Ms. Royals is a founding member of Butler Royals in Richmond, VA. She focuses her practice on employment law, civil rights, and complex civil litigation. Although she primarily represents employees, she has also represented employers ranging from local small business owners to national corporations. Her practice includes the representation of clients in non- competition/restrictive covenant matters, defamation cases, and issues affecting LGBT employees in the workplace. Ms. Royals has been listed as a Virginia Super Lawyers "Rising Star" from 2009 through 2013, and was selected by her peers for inclusion in The Best Lawyers in America® in 2013 in the practice area of Litigation - Labor and Employment. She is the author of “The Flip Side for Employees: Virginia Computer Crimes Act,” The Journal of the Virginia Trial Lawyers Association, Summer 2005, and is a contributing author of the article “Electronic Discovery in Employment Cases,” The Journal of the Virginia Trial Lawyers Association, Summer 2005.

Kati Dean

Kati Dean is an Associate Attorney at the firm of Locke and Quinn, which includes the Personal Injury and Employment Law Center, the Women’s Injury Law Center, and the Adoption and Surrogacy Law Center. Since joining Locke & Quinn in 2015, Ms. Dean has worked extensively on family formation, personal injury and employment matters. These diverse practice areas have allowed Ms. Dean to gain experience throughout the Commonwealth in both state and federal courts, and she has worked on several cases in the Eastern District of Virginia involving claims under Title VII and the Equal Pay Act. Additionally, as part of the firm’s adoption and surrogacy practice, Ms. Dean has had the opportunity to help form families by representing adopting parents, foster parents, birth parents, adoptees, intended parents, surrogates, gestational carriers, and gamete donors, as well as agencies and clinics. She is a member of the Richmond Bar, the Virginia State Bar, the American Bar Association, the Virginia Trial Lawyers Association, the Equality Bar, and the Metro Richmond Women’s Bar Association, where she currently chairs the Judicial Candidate Endorsement Committee. Ms. Dean graduated with a B.A. in English and a minor in Philosophy from James Madison University in 2007. She also holds an M.A. in American Literature from the University of South Carolina. Ms. Dean graduated cum laude from the University of Richmond School of Law in 2013 where she was a John Marshall Scholar, a member of the McNeill Law Society, and was awarded the Orrell-Brown Award for Clinical Excellence in the Children’s Law Center. Ms. Dean devotes and has devoted time and energy to various civic activities such as AmeriCorps, the Richmond Court Appointed Special Advocate (CASA) program, United Way, and Comfort Zone Camp.

Patty Gill

Patty Gill is an attorney at Patty Gill, PLC in Glen Allen, VA. Ms.
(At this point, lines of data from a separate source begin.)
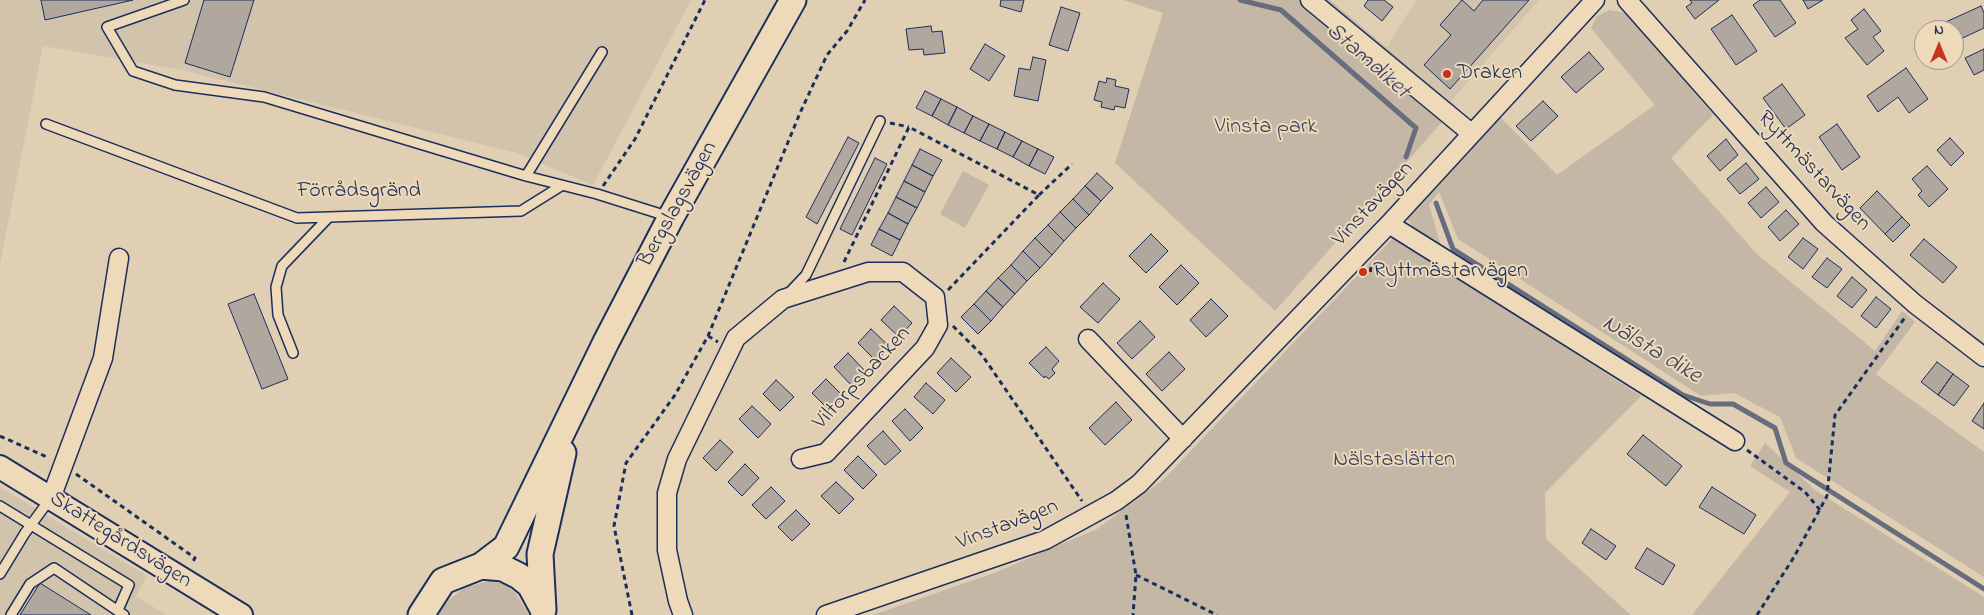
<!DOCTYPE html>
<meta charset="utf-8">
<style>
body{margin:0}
#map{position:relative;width:1984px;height:615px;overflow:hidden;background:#e1cfb3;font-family:"Indie Flower",sans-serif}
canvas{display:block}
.north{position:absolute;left:1914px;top:20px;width:50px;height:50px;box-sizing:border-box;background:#eed9b8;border:1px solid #9a9594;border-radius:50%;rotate:0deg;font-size:14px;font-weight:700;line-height:20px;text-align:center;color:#1b2f5e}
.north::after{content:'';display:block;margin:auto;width:18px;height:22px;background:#c8321e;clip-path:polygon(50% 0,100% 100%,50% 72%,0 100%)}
</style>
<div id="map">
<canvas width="1984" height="615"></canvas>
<div class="north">N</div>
</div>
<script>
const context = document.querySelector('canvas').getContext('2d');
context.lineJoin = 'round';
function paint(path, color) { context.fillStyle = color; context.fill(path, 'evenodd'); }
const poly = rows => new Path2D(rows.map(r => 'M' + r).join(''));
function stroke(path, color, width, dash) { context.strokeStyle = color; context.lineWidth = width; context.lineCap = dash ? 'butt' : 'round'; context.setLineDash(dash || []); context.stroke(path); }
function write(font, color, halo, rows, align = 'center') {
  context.font = font + ' "Indie Flower",sans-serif'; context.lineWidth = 4; context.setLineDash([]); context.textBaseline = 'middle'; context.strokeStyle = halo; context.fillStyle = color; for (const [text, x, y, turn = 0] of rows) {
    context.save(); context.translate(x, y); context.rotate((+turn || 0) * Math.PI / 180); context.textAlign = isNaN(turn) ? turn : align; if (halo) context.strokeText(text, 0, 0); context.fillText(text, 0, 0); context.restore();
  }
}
paint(poly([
 [0,0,691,0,593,185,517,153,182,70,43,46,0,264],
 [1416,0,1539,0,1451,101,1387,47],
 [0,487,147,576,136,596,166,615,0,615]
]), '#d2c3ad');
paint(poly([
 [1123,0,1330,0,1456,106,1275,311,1115,163,1163,13],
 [1609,10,1627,13,1713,115,1671,158,1758,255,1875,351,1902,311,1915,322,1876,374,1984,452,1984,577,1796,458,1780,417,1734,393,1701,396,1458,239,1439,192,1429,205,1441,246,1415,229,1406,218,1500,117,1557,175,1655,105,1591,28,1597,16],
 [963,171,989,185,965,228,940,214],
 [1394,237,1641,396,1545,493,1546,539,1631,615,873,615,994,573,1097,529,1165,478],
 [1765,443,1815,490,1984,597,1984,615,1692,615,1790,492,1750,466],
 [489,581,505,584,516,594,529,615,437,615,449,600,464,588]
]), '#c4b7a6');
stroke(poly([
 [1240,0,1281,10,1416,128,1406,157],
 [1436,203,1453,249,1683,395,1710,404,1733,404,1775,428,1786,463,1984,589]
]), '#686d7e', 5);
const building = poly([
 [41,0,133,0,45,20,41,0],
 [204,0,254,0,230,77,185,63,204,0],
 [1001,0,1024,0,1021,12,1000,6,1001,0],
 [1368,0,1384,0,1393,7,1382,21,1364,6,1368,0],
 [1462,0,1474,11,1483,0,1529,0,1450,89,1424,65,1451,35,1440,25,1462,0],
 [1690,0,1719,0,1695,19,1686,7,1692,3,1690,0],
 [1760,0,1780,0,1796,23,1775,37,1753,5,1760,0],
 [1803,0,1823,0,1808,9,1803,0],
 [1981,6,1984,13,1984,28,1954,42,1954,30,1939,30,1937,26,1981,6],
 [1061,7,1080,13,1068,51,1049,45,1061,7],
 [1864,9,1881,31,1873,37,1884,51,1867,65,1845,38,1858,29,1851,20,1864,9],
 [1732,15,1757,51,1736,65,1711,29,1732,15],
 [931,26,932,32,942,31,945,53,924,55,923,49,909,50,906,29,931,26],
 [985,44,1005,56,989,81,970,69,985,44],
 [1984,49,1984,70,1974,75,1965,58,1984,49],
 [1589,52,1604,69,1576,93,1561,77,1589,52],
 [1033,57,1046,60,1038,101,1014,96,1019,68,1030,70,1033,57],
 [1906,68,1928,99,1909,113,1898,97,1878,112,1867,96,1906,68],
 [1107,78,1116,80,1115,86,1129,89,1125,108,1115,106,1114,110,1101,107,1102,102,1094,100,1099,81,1106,83,1107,78],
 [1782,84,1805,115,1786,129,1763,98,1782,84],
 [925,91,941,99,932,116,916,108,925,91],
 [941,99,957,107,948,125,932,116,941,99],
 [1543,101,1558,116,1531,141,1516,126,1543,101],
 [957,107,973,116,964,133,948,125,957,107],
 [973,116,989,124,980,141,964,133,973,116],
 [989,124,1005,132,997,149,980,141,989,124],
 [1837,124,1860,157,1842,170,1819,137,1837,124],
 [1005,132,1022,141,1013,157,997,149,1005,132],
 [848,137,859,143,817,224,806,217,848,137],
 [1950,138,1964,153,1951,166,1937,150,1950,138],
 [1726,139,1738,155,1720,171,1707,156,1726,139],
 [1022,141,1038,149,1029,166,1013,157,1022,141],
 [920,149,942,160,933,176,912,165,920,149],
 [1038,149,1054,157,1045,174,1029,166,1038,149],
 [875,158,887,164,852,235,840,229,875,158],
 [1746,163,1759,179,1740,194,1727,179,1746,163],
 [912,165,933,176,925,192,904,181,912,165],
 [1927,166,1948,189,1929,207,1918,195,1922,191,1912,179,1927,166],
 [1097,173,1113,188,1101,201,1085,186,1097,173],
 [904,181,925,192,917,208,896,197,904,181],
 [1085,186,1101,201,1089,215,1073,199,1085,186],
 [1766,187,1779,202,1761,218,1748,203,1766,187],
 [1877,191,1902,217,1885,234,1860,208,1877,191],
 [896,197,917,208,908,224,888,213,896,197],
 [1073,199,1089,215,1076,228,1060,212,1073,199],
 [1786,210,1799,224,1780,241,1768,227,1786,210],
 [1060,212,1076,228,1064,241,1048,225,1060,212],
 [888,213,908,224,900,240,879,229,888,213],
 [1902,217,1910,225,1893,242,1885,234,1902,217],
 [1048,225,1064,241,1052,255,1035,238,1048,225],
 [879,229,900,240,892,256,871,245,879,229],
 [1151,234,1168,251,1146,273,1129,256,1151,234],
 [1035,238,1052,255,1040,268,1023,251,1035,238],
 [1803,238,1818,249,1803,269,1788,257,1803,238],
 [1924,239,1957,267,1943,283,1910,255,1924,239],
 [1023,251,1040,268,1027,281,1011,265,1023,251],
 [1827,258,1842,269,1827,288,1812,277,1827,258],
 [1011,265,1027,281,1015,294,998,278,1011,265],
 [1181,265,1199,283,1177,305,1159,287,1181,265],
 [1852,277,1867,290,1852,308,1837,296,1852,277],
 [998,278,1015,294,1003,307,986,291,998,278],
 [1103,283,1120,299,1098,323,1080,307,1103,283],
 [986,291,1003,307,991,321,974,304,986,291],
 [254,294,288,379,262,389,228,304,254,294],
 [1876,297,1891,309,1876,328,1861,316,1876,297],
 [1211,299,1228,316,1206,337,1190,320,1211,299],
 [974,304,991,321,978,334,961,317,974,304],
 [894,306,912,323,899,337,881,320,894,306],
 [1140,321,1155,337,1132,359,1117,343,1140,321],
 [871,329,890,347,876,361,858,343,871,329],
 [1046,347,1059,361,1052,369,1055,373,1049,379,1045,376,1044,378,1029,363,1046,347],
 [1169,352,1185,369,1162,391,1146,374,1169,352],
 [848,353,866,372,852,386,834,367,848,353],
 [951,358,971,377,956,392,937,373,951,358],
 [1937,362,1953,374,1938,395,1921,382,1937,362],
 [1953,374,1969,386,1954,406,1938,395,1953,374],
 [826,379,844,397,830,411,812,393,826,379],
 [776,380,794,397,780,411,763,394,776,380],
 [926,383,945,400,933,414,914,397,926,383],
 [1116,402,1132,420,1105,445,1089,428,1116,402],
 [1984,403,1984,429,1972,421,1984,403],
 [752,406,771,424,758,438,739,419,752,406],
 [905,409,923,428,910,441,892,421,905,409],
 [883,431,901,451,885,465,867,446,883,431],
 [1643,435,1682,466,1666,486,1627,454,1643,435],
 [720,440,733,452,716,471,703,458,720,440],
 [858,456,877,475,863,489,844,470,858,456],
 [745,464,759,478,742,496,728,482,745,464],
 [836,482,854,499,839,514,821,496,836,482],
 [771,487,785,501,766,519,752,505,771,487],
 [1712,487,1756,515,1744,534,1699,507,1712,487],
 [796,510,810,524,792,541,778,527,796,510],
 [1591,529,1616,546,1606,560,1582,543,1591,529],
 [1647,548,1675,565,1663,585,1635,568,1647,548],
 [40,583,67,600,91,615,20,615,40,583]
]);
paint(building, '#b0a79e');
stroke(building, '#1b2f5e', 1);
const service = poly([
 [184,0,107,27,133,71,175,85,264,97,526,176,602,52],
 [46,124,297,218,521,211,561,186],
 [526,176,597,194,670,217],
 [788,294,806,275,880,121],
 [293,353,278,315,276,287,282,266,329,217],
 [0,506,129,585,118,610],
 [0,574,25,533,50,499],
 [11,615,30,584,54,568,124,615]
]);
const minor = poly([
 [1310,0,1471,133],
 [1627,0,1824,223,1915,304,1984,357],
 [1389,224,1735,441],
 [1088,339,1183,439],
 [51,498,103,358,119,258],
 [683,615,678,601,667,550,667,493,677,459,736,338,783,299,868,272,903,272,935,297,938,325,925,348,826,453,801,459],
 [826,615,1045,540,1116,501,1139,484,1389,224,1595,0]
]);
const tertiary = poly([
 [0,467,241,615]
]);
const secondary = poly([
 [481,566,506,547,606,342,671,217,793,0],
 [543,610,540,554,563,453],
 [421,615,443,581,481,566,503,568,519,576,530,585,543,609]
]);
stroke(service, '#1b2f5e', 12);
stroke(minor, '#1b2f5e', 21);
stroke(tertiary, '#1b2f5e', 26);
stroke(secondary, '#1b2f5e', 29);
stroke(poly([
 [890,123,909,127],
 [603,186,635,139,705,0],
 [1039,195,1072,164],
 [844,262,909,127,1039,195,948,290],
 [1363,277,1370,273,1371,267],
 [953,326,982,355,1082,501],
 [708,336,718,342],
 [0,436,49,458],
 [1747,450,1805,492,1820,510],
 [76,474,195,558,192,563],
 [1126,515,1136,575,1133,615],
 [1136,575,1217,615],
 [632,615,614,526,626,463,675,395,708,336,800,113,827,55,847,31,865,0],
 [1757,615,1794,557,1827,496,1835,415,1906,316]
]), '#1b2f5e', 3, [5, 4]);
stroke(service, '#eed9b8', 9);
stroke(minor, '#eed9b8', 18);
stroke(tertiary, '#eed9b8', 22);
stroke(secondary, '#eed9b8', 25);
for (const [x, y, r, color] of [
 [1447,74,5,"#c8321e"],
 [1363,272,5,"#c8321e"]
]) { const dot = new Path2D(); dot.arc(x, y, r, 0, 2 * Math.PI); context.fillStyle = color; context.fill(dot); stroke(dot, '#eed9b8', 2); }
write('22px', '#1b2f5e', '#eed9b8', [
 ["Draken",1457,74],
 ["Ryttmästarvägen",1373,272]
], 'left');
write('22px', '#344369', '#eed9b8', [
 ["Vinsta park",1266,128],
 ["Nälstaslätten",1394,461]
]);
write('22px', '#1b2f5e', '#eed9b8', [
 ["Ryttmästarvägen",1813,172,47],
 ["Förrådsgränd",359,192],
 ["Bergslagsvägen",679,205,-61],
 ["Vinstavägen",1374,205,-47],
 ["Viltorpsbacken",863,379,-47],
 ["Vinstavägen",1008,526,-21],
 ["Skattegårdsvägen",120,541,32]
]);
write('italic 24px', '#354469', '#eed9b8', [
 ["Stamdiket",1367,62,41],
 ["Nälsta dike",1651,351,31]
]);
</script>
Gill and her firm provide labor & employment law services for employers of all sizes, locations, and industries. Patty has exclusively represented employers and management for more than 19 years, combining solid legal advice with practical business solutions to meet each client’s needs. Prior to starting her own firm, Patty was an employment attorney at the nationally renowned law firm of Hunton & Williams LLP for 9 years. Patty started PATTY GILL PLC in 2012 to focus on the counseling and compliance side of her practice, while charging only a fraction of large-firm rates.

Janice Craft

Janice Craft is an attorney with the Virginia Sexual and Domestic Violence Action Alliance. The Action Alliance is a direct services, advocacy, and membership organization. The mission of the Action Alliance is to use diverse and collective voices to create a Virginia free from sexual and domestic violence, and to inspire others to join and support values of equality, respect, and shared power. Prior to her work with the Action Alliance, Janice served as the policy director for NARAL Pro-Choice Virginia and clerked for the Chief Judge of the Court of Appeals of Virginia. Janice is a graduate of William and Mary Law School, where she served as Editor-in-Chief of the Journal of Women and the Law. Prior to attending law school, Janice worked as a victim advocate for the State Attorney’s Office in Volusia County, Florida.